INP is still the metric most sites fail. It replaced First Input Delay in March 2024, and roughly 43 percent of sites still miss the 200ms mark. INP has been a full Core Web Vital, weighted alongside LCP and CLS, ever since. That is not a 2026 change either, but it is the real story the rumour was clumsily reaching for. If you want the practical version, see how to fix INP.
Field data shifts under you even when thresholds do not. Your scores come from the Chrome User Experience Report, a rolling 28-day average of real visitors. A new ad script, a heavier hero image, or a traffic shift towards slower devices can move you from passing to failing without anyone changing a threshold or, for that matter, telling you. That is the genuine version of "you started failing without changing a line of code", and it is worth more of your worry than any imagined rule change.

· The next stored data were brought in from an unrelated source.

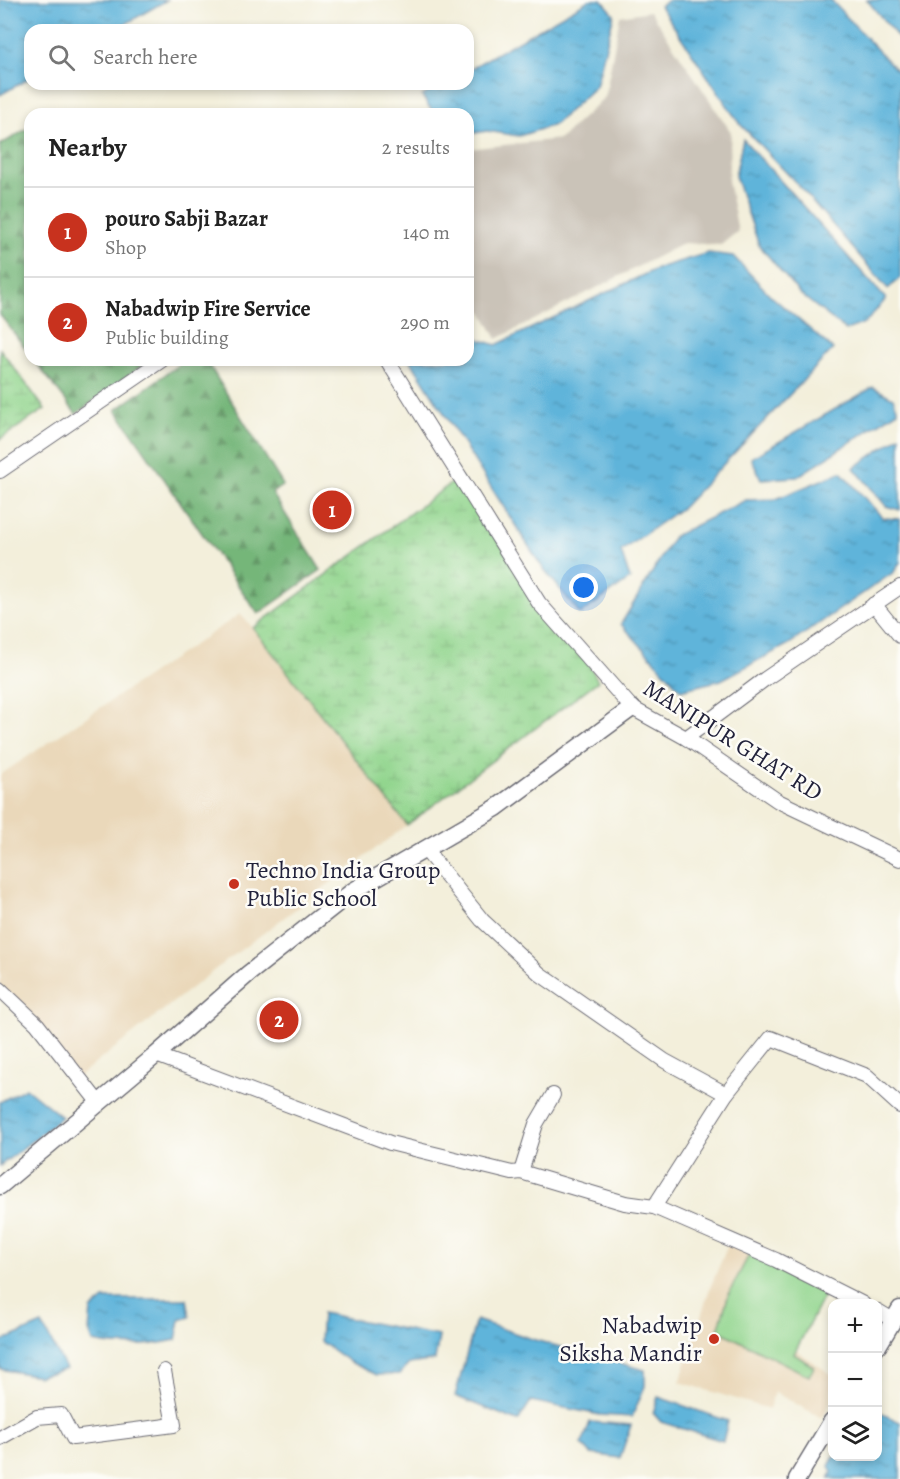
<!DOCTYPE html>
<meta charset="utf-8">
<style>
:root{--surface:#fff;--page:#f6f6f6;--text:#222;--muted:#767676;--line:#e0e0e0;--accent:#c8321e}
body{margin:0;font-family:Alegreya,serif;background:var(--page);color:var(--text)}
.controls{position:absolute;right:18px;bottom:18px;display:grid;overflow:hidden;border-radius:12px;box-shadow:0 3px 9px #0003}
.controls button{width:54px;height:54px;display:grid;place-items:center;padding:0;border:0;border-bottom:2px solid var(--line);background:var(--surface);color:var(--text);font:30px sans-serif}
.you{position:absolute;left:584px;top:588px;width:21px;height:21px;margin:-15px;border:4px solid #fff;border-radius:50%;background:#1a73e8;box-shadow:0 0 0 9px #1a73e833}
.badge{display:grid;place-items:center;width:39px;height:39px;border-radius:50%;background:var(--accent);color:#fff;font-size:20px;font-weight:700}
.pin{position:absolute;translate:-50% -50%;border:3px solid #fff;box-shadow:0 2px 6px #0006}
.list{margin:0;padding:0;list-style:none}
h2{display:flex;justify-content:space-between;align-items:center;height:78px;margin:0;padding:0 24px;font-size:26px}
h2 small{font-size:20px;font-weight:400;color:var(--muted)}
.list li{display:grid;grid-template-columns:39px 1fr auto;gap:18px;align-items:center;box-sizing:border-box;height:90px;padding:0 24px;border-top:2px solid var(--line)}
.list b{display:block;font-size:22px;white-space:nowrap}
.list p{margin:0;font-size:20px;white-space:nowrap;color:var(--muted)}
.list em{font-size:20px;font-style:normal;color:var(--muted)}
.icon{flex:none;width:33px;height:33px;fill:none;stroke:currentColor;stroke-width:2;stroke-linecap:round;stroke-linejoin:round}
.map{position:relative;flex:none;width:900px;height:1479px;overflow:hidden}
.search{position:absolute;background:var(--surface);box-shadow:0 3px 9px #0003;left:24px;top:24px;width:450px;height:66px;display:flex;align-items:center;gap:15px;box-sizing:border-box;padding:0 21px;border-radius:18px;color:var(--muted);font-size:22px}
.panel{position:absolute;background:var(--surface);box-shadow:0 3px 9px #0003;left:24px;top:108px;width:450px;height:258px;border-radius:18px}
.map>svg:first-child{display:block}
.built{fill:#ead8ba}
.industrial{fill:#cac3b8}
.green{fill:#92d58e;stroke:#5a7c64;stroke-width:1.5}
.forest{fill:url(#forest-firs);stroke:#4c6c5a;stroke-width:1.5}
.wetland{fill:url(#wetland-marsh);stroke:#5a7c64;stroke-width:1.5}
.water{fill:url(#water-ripples);stroke:#406b8a;stroke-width:1.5}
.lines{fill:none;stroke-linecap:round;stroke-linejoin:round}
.minor-casing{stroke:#6b6a73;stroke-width:16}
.tertiary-casing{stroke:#6b6a73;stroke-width:19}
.minor{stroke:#fff;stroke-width:14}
.tertiary{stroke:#fff;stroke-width:16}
.poi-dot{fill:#c8321e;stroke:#fdfcf7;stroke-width:2}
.labels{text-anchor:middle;stroke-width:5;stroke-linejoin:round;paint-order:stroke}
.street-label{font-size:24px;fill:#22223b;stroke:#fdfcf7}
.poi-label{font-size:24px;fill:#22223b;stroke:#fdfcf7;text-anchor:start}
</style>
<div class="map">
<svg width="900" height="1479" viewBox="0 0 900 1479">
<defs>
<pattern id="forest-firs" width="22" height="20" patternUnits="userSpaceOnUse" patternTransform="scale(1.5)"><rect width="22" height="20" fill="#75b679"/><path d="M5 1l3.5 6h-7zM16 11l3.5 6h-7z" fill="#609464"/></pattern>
<pattern id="wetland-marsh" width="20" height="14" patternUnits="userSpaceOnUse" patternTransform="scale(1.5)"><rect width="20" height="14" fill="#92d58e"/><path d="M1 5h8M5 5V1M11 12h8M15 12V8" fill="none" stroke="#7eb77b"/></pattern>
<pattern id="water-ripples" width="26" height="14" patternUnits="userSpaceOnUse" patternTransform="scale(1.5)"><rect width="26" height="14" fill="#5eb4da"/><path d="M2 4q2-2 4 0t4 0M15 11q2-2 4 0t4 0" fill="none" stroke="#4d92b2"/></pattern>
</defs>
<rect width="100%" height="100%" fill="#fdfcf7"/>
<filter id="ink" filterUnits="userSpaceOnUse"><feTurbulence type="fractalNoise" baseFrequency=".0167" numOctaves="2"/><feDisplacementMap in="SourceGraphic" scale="12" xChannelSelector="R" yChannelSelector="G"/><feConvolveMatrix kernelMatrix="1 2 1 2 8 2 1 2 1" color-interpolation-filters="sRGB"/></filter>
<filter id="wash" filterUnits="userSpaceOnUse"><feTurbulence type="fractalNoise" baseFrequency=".008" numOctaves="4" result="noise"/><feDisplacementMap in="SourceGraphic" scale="24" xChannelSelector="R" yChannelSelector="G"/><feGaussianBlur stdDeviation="1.35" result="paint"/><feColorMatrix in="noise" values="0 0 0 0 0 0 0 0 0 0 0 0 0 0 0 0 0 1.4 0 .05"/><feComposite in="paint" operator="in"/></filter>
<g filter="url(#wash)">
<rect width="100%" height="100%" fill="#f3efdb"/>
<g class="built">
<path d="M240 614 253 628 407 825 217 968 78 1077 0 989V775Z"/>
<path d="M728 1245 826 1291 796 1350 832 1375V1400L822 1418 774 1392 769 1409 680 1382 710 1288Z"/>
</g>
<path class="industrial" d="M650 11 731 132 728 181 738 231 721 245 684 243 497 339 468 286V149L560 139 605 97 620 16Z"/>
<path class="green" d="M749 1255 826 1291 794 1354 814 1367 809 1376 718 1330 729 1293Z"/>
<g class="forest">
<path d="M30 127V354L0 315V145Z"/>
<path d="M34 360H150L76 414Z"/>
<path d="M185 360H206L283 485 272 493 321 570 258 614 116 410Z"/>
</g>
<g class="wetland">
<path d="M0 349 45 409 0 439Z"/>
<path d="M460 477 539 603 582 651 598 681 407 825 253 628Z"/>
</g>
<g class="water">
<path d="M0 0H167L115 30H30V78L0 95Z"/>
<path d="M589 0H602L614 14 596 86 554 125 519 136 487 131 468 134V114H434L422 96 443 84H468V70Z"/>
<path d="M669 0H831L900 74V278L888 289 801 188 739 123 660 6Z"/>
<path d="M867 0H900V40Z"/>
<path d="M743 139 886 299 865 323 846 330 800 294 759 245 735 176Z"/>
<path d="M708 253 733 256 771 296 833 349 683 507 621 551 630 579 580 614 540 564 410 360H468V307L478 339 496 345 658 268Z"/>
<path d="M873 387 893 398 898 411 797 477 761 479 751 458Z"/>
<path d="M900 436V510L886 506 854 468Z"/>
<path d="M841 472 883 518 900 519V562L894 572 789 644 721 680 681 690 621 624 674 536 746 500 776 499Z"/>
<path d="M26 1088 62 1117 0 1166V1102Z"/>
<path d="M104 1299H187L190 1317 180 1320 176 1340C148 1346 121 1348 93 1342L89 1331 91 1310Z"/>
<path d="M322 1313 439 1336 435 1360 409 1364 400 1374 377 1375 350 1362 320 1341Z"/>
<path d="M476 1320 535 1340 645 1370V1386L632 1417 600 1415 531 1401 518 1421 455 1396Z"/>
<path d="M42 1324 66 1369 39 1376 0 1369V1342Z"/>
<path d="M658 1397 728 1421 723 1441 661 1422 653 1413Z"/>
<path d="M878 1412 900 1422V1479H829L832 1472 829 1466 834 1457 878 1456Z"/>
<path d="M590 1422 631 1425 620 1458 591 1454 582 1444Z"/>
</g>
</g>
<g filter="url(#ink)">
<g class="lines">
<defs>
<g id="minor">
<path d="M387 360 539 603 632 708 686 738 778 801 900 859"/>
<path d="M0 471 162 360"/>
<path d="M874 604 900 636"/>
<path d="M686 738 765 679 900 587"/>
<path d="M425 849 482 920 540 974 665 1061 726 1094"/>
<path d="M0 989 37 1024 98 1102"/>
<path d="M156 1055 390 1143 512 1173 521 1172 625 1203 654 1207 776 1260 863 1304"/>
<path d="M521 1172 536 1124 553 1095"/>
<path d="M654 1207 726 1094 771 1038 867 1076 900 1106"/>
<path d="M878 1311 893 1320"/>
<path d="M0 1438 37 1417 61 1415 73 1438 174 1425 164 1371"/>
</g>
<g id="tertiary">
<path d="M0 1186 156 1055 248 974 353 891 496 808 632 708"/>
<path d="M878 1346 900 1309"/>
<path d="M797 1479 832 1421"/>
</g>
</defs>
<use href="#minor" class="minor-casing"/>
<use href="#tertiary" class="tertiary-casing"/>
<use href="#minor" class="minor"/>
<use href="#tertiary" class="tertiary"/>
</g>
</g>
<g class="poi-dot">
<circle cx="234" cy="884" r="6"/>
<circle cx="714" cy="1339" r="6"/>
</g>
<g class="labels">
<g class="street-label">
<text transform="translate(733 740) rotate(32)" y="8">MANIPUR GHAT RD</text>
</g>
<g class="poi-label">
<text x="246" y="878">Techno India Group<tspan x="246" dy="28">Public School</tspan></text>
<text x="702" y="1333" text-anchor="end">Nabadwip<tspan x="702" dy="28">Siksha Mandir</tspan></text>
</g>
</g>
</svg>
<div class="controls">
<button>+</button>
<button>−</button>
<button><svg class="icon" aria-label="layers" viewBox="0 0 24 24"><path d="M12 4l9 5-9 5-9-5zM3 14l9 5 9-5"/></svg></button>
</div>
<div class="you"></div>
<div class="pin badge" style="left:332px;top:510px">1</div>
<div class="pin badge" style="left:279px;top:1020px">2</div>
<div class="search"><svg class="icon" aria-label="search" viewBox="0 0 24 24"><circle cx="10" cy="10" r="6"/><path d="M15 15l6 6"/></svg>Search here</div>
<section class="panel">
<h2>Nearby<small>2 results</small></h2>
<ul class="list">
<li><span class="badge">1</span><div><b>pouro Sabji Bazar</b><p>Shop</p></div><em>140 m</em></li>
<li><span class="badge">2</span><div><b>Nabadwip Fire Service</b><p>Public building</p></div><em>290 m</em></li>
</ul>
</section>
</div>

How to know if you are actually passing
Check the source Google ranks on, which is field data, not a one-off lab score. Open the Core Web Vitals report in Google Search Console; it reads from CrUX and groups your URLs into good, needs-improvement, and poor against the real thresholds above. A green Lighthouse run on your laptop tells you almost nothing here, because Lighthouse is lab data on one machine and cannot measure INP at all.
If GSC shows LCP in the amber or red band, the fixes are well understood: get the LCP element painting sooner with a faster server response, a preloaded hero image, and fewer render-blocking resources. The threshold you are aiming at is 2.5 seconds. It was 2.5 seconds last year, and despite what you may have read, it is 2.5 seconds now.
The takeaway
Believe the threshold change when web.dev or the Search Central blog publishes it, and not a moment before. Until then, a good LCP is 2.5 seconds, a good INP is 200 milliseconds, and a good CLS is 0.1. Spend the energy you were about to waste re-checking a phantom rule on the metric you probably are failing, which is INP.
If you would rather not work out which of those bands your site actually sits in, that is exactly the sort of thing an audit settles in an afternoon, against real field data, with the numbers traced to a cause.
Frequently asked questions
Did Google lower the LCP threshold to 2 seconds in 2026?
No. As of June 2026, every official Google source (web.dev and Google Search Central, both updated within the last year) still defines a good Largest Contentful Paint as 2.5 seconds or less, needs improvement from 2.5s to 4.0s, and poor above 4.0s. There is no Google announcement of a 2.0-second threshold. The claim appears only on secondary SEO blogs that cite each other rather than Google.
What is a good LCP score in 2026?
A good Largest Contentful Paint is 2.5 seconds or less for at least 75 percent of real visits. This threshold has not changed. Google explicitly tested a 2-second threshold when defining the metric and rejected it as not consistently achievable even for well-optimised sites.
Did INP become a more important ranking signal in 2026?
INP has been a full Core Web Vital, weighted alongside LCP and CLS, since it replaced First Input Delay in March 2024. There is no 2026 announcement changing its weight. INP is, however, the metric most sites fail (around 43 percent miss the 200ms target), which is why it deserves attention even though nothing about it changed this year.
How do I check whether my pages actually pass LCP?
Use the Core Web Vitals report in Google Search Console, which reads from the Chrome User Experience Report (real field data) and groups your URLs as good, needs improvement, or poor against the real thresholds. A one-off Lighthouse run is lab data on a single machine and cannot measure INP at all, so it is not a reliable pass/fail check.